Are Jesus and God the same person

 

The scriptures teach that there is one God composed of three equal but distinct personalities which can be viewed as having the same attributes and the same purpose but sometimes functioning separately.

Because God is called "one" (Deut. 6:4) does not mean there cannot be two personalities. The Hebrew word translated "one" is "echod" which can mean a composite unity as in Gen. 2:24 where two people are called "one".

The Godhead is composed of three equal, unified, but separate personalities- Acts 17:29; Col. 2:9; Matt. 3:16, 17; 28:8; Jude 20:21; 1 John 4:12-15; 1 Peter 1:2; 2 Cor. 13:14; Rom. 8:9, 10.

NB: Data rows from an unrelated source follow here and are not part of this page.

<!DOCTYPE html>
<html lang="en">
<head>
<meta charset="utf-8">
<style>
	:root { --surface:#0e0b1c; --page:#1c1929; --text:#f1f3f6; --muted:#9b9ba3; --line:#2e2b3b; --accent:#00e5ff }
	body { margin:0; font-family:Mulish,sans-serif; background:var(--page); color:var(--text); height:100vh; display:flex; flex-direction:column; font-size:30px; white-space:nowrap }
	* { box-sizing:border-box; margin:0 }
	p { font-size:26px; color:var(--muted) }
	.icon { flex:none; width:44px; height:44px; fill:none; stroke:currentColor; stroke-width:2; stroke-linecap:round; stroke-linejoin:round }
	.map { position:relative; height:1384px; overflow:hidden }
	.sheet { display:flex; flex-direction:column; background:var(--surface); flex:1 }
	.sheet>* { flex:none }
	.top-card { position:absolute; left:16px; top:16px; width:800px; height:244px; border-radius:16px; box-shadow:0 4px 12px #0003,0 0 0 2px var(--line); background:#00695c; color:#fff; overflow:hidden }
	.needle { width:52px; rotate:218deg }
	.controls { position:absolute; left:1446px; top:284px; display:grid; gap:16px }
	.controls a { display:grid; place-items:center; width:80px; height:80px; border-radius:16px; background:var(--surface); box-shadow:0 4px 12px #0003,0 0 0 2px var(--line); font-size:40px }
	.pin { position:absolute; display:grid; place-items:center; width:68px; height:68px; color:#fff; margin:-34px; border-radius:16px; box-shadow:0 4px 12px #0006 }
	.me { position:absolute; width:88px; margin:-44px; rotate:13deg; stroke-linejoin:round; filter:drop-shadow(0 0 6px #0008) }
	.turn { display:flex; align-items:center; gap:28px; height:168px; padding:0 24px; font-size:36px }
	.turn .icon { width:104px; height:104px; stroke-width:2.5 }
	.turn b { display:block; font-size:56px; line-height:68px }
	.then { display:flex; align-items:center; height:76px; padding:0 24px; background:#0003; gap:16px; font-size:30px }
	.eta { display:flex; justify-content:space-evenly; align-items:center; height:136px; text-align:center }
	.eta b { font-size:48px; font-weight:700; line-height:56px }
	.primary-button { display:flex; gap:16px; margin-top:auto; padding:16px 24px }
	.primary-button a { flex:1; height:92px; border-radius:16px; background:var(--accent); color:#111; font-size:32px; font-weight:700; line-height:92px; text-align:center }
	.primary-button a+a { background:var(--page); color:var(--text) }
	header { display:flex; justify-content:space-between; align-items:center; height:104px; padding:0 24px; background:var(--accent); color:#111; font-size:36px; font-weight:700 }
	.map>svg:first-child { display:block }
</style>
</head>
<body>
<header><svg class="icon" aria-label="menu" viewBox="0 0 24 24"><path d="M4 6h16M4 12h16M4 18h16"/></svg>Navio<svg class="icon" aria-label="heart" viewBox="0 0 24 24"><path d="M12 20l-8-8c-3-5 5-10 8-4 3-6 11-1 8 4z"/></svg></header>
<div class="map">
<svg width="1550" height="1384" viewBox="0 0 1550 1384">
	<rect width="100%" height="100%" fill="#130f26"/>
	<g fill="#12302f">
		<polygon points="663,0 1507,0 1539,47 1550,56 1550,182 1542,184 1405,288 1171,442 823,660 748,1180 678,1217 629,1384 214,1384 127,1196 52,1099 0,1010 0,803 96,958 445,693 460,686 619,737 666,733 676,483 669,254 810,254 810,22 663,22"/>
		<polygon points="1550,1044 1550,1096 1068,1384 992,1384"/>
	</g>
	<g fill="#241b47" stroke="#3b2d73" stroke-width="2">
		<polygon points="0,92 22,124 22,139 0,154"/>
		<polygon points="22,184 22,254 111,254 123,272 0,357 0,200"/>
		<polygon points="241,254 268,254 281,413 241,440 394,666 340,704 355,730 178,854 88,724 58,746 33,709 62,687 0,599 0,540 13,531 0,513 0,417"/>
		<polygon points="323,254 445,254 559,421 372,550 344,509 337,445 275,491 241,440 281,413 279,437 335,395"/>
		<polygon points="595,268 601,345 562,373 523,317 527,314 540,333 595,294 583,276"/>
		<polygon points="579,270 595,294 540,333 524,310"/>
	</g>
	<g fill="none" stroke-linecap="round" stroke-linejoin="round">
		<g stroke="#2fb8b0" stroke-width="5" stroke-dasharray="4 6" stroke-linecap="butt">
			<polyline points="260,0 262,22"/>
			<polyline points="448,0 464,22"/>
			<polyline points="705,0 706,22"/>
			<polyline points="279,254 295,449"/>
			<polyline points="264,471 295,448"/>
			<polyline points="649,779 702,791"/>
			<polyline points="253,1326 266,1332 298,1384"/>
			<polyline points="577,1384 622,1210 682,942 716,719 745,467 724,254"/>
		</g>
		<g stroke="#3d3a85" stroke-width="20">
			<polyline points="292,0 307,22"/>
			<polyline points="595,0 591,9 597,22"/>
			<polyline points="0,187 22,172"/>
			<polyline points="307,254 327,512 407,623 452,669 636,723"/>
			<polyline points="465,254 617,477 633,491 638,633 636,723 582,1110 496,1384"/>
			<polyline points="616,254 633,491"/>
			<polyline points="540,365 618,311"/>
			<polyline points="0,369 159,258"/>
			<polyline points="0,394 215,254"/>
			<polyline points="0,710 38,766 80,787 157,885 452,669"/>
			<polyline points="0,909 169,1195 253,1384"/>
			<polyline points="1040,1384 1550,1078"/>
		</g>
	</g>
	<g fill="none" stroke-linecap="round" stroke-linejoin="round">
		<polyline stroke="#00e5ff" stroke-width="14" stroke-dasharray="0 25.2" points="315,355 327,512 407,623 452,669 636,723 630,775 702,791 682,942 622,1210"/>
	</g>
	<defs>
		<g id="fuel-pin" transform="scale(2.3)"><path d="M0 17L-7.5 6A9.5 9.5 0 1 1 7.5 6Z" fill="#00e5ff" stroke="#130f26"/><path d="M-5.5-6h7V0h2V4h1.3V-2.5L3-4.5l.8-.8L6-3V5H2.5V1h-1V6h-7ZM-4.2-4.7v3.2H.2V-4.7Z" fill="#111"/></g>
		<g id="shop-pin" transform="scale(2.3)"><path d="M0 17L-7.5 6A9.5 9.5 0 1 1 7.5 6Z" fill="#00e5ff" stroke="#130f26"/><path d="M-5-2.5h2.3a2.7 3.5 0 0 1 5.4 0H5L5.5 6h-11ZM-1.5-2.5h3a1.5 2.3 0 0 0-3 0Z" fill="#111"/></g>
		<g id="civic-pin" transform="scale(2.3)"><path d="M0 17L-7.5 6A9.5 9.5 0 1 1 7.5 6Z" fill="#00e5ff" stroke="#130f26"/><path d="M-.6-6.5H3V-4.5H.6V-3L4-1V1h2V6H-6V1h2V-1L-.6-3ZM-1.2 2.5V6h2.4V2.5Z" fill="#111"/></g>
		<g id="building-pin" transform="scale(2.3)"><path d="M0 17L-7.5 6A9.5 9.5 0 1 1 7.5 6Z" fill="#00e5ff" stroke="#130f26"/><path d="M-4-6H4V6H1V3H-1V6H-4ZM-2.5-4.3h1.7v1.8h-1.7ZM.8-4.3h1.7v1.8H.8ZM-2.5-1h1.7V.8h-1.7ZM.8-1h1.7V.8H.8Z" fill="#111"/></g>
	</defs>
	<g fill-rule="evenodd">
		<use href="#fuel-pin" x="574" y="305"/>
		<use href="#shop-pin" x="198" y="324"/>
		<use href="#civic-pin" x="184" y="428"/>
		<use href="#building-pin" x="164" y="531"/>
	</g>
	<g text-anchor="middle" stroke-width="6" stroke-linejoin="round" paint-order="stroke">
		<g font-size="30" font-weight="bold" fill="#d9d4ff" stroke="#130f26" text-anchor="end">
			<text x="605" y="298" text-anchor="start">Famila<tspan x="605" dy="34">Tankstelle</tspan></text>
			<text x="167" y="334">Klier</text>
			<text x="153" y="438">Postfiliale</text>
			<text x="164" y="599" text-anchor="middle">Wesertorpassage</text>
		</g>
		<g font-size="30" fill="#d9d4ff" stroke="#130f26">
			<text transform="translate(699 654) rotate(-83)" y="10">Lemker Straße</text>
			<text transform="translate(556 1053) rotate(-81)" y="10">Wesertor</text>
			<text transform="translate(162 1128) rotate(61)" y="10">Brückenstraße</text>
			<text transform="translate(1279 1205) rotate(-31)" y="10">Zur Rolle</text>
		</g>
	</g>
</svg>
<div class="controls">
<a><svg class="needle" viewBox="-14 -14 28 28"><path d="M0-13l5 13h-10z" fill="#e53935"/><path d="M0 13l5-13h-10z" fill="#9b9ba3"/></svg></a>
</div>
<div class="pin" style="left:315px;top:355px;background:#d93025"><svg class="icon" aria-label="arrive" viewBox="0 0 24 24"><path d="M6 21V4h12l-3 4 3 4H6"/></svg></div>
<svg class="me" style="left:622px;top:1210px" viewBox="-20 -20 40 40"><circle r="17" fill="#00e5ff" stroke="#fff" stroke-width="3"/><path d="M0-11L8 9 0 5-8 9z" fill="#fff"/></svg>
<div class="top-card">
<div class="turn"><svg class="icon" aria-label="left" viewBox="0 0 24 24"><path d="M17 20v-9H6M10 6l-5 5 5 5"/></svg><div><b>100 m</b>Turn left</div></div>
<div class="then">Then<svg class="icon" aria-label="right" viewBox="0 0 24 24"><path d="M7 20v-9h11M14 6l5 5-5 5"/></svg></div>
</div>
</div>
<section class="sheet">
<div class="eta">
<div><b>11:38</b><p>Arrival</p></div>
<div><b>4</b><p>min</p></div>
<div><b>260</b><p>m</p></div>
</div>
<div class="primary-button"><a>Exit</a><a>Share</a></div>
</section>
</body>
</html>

Jesus said, "That all men should honor the Son, even as they honor the Father. He that honoreth not the Son honoreth not the Father which hath sent him." (John 5:23.)


  Does God really answer prayers?

 

God really does answer prayers. "And this is the confidence that we have in him, that, if we ask any thing according to his will, he heareth us: And if we know that he hear us, whatsoever we ask, we know that we have the petitions that we desired of him." (1 John 5:14-15.)

God answers every prayer his faithful children pray. We need to remember that answer is always for our good. Sometimes the answer may be "No" or he may withhold a specific request to give us a greater one. God is the only proper judge of our needs.